Background/overview:
I am attempting to apply the gsub
function to a column of a SparkR DataFrame that I have loaded into Spark from as follows:
dat <- read.df(sqlContext, "filepath", header='false', inferSchema='true')
I am using Spark 1.6.1 and the data file was stored as a parquet file before reading it in as a SparkR DataFrame.
The core of the problem:
I have a column called, period
in my DataFrame (DF) that is made of dates that are currently in string form MM/DD/YYYY, e.g. 09/23/2001. I would like to convert this into a date type object in SparkR. What I can tell, however, is that the functions cast
and as.Date
in SparkR can only convert a string date into a date type object if it is in the format MM-DD-YYYY.
In attempting to get my period
column into a form that can be recast to a date dtype, I'm attempting to use the gsub
R function with the withColumn
SparkR function to create a new DF, dat2
with an appended column, nperiod
, with all of the row entries of period
converted from the form MM/DD/YYYY to MM-DD-YYYY. My first attempt at this is given by the code below, but I received the error message that follows:
dat2 <- withColumn(dat, "nperiod", gsub("/", "-", dat$period))
dat2 <- withColumn(dat, "nperiod", gsub("/", "-", dat$period)) Error in withColumn(dat, "nperiod", gsub("/", "-", dat$period)) : error in evaluating the argument 'col' in selecting a method for function 'withColumn': Error in as.character.default(x) : no method for coercing this S4 class to a vector
Perhaps this is simply my ignorance of how core Spark uses S4 data classes in SparkR, but I'm not sure how to interpret this error message or how to proceed with troubleshooting the gsub
approach to this problem.
Alternatively, and a much hackier approach, would be to split the MM/DD/YYYY period
column into three separate columns. Even this, however, I am struggling with in the SparkR environment. I've gotten so far as to create a new DF, called separated
, that consists of a single column (period_sep
) that rows of the period
components separated by commas, though I'm not entirely sure what data structure this is in, or the next step to get this into three separate columns.
> separated <- selectExpr(dat, "split(period, '/') AS period_sep")
> head(separated)
period_sep
1 01, 01, 2000
2 02, 01, 2000
3 03, 01, 2000
4 04, 01, 2000
5 05, 01, 2000
6 06, 01, 2000
If anyone has thoughts on how to proceed in either of those directions, or if there is a much better way to do this, it would be very appreciated. Additionally, if it seems as though I'm not understanding some underlying Spark concept that would help explain what's going on, please feel free to share any information concerning that.
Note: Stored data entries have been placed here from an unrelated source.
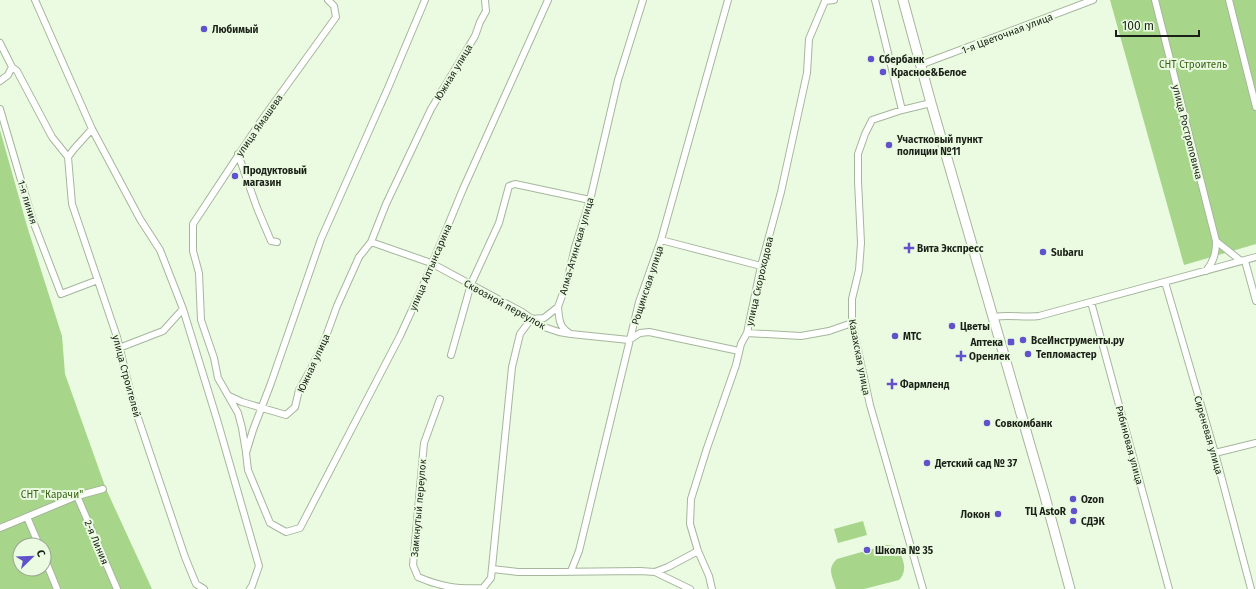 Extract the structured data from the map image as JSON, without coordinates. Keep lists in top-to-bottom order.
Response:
{
  "streets": {
    "street": [
      "1-я Цветочная улица",
      "Южная улица",
      "улица Ямашева",
      "улица Ростроповича",
      "1-я линия",
      "Алма-Атинская улица",
      "улица Алтынсарина",
      "улица Скороходова",
      "Рощинская улица",
      "Сквозной переулок",
      "Казахская улица",
      "улица Строителей",
      "Сиреневая улица",
      "Рябиновая улица",
      "Замкнутый переулок",
      "2-я Линия"
    ]
  },
  "crossings": [
    ["Южная улица", "Сквозной переулок"],
    ["улица Ямашева", "улица Алтынсарина"],
    ["1-я линия", "улица Строителей"],
    ["Алма-Атинская улица", "Сквозной переулок"],
    ["улица Алтынсарина", "Сквозной переулок"],
    ["улица Скороходова", "Сквозной переулок"],
    ["Рощинская улица", "Сквозной переулок"]
  ],
  "parks": ["СНТ Строитель", "СНТ \"Карачи\""],
  "places": {
    "other": [
      "Любимый",
      "Сбербанк",
      "Красное&Белое",
      "Участковый пункт полиции №11",
      "Продуктовый магазин",
      "Subaru",
      "Цветы",
      "МТС",
      "ВсеИнструменты.ру",
      "Тепломастер",
      "Совкомбанк",
      "Детский сад № 37",
      "Ozon",
      "ТЦ AstoR",
      "Локон",
      "СДЭК",
      "Школа № 35"
    ],
    "health": ["Вита Экспресс", "Оренлек", "Фармленд"],
    "transit": ["Аптека"]
  },
  "scale_bar": "100 m",
  "north": "top right"
}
Edit: Adding information about error received when I attempt to use cast:
When I attempt to cast period
to the date dtype, using withColumn
, I get the following error message:
dat2 <- withColumn(dat, "nperiod", cast(dat$period, "date")) Error in withColumn(dat, "nperiod", cast(dat$period, "date")) : error in evaluating the argument 'col' in selecting a method for function 'withColumn': Error in cast(dat$period, "date") : error in evaluating the argument 'x' in selecting a method for function 'cast': Error in column(callJMethod(x@sdf, "col", c)) : error in evaluating the argument 'x' in selecting a method for function 'column': Error in callJMethod(x@sdf, "col", c) : Invalid jobj 2. If SparkR was restarted, Spark operations need to be re-executed.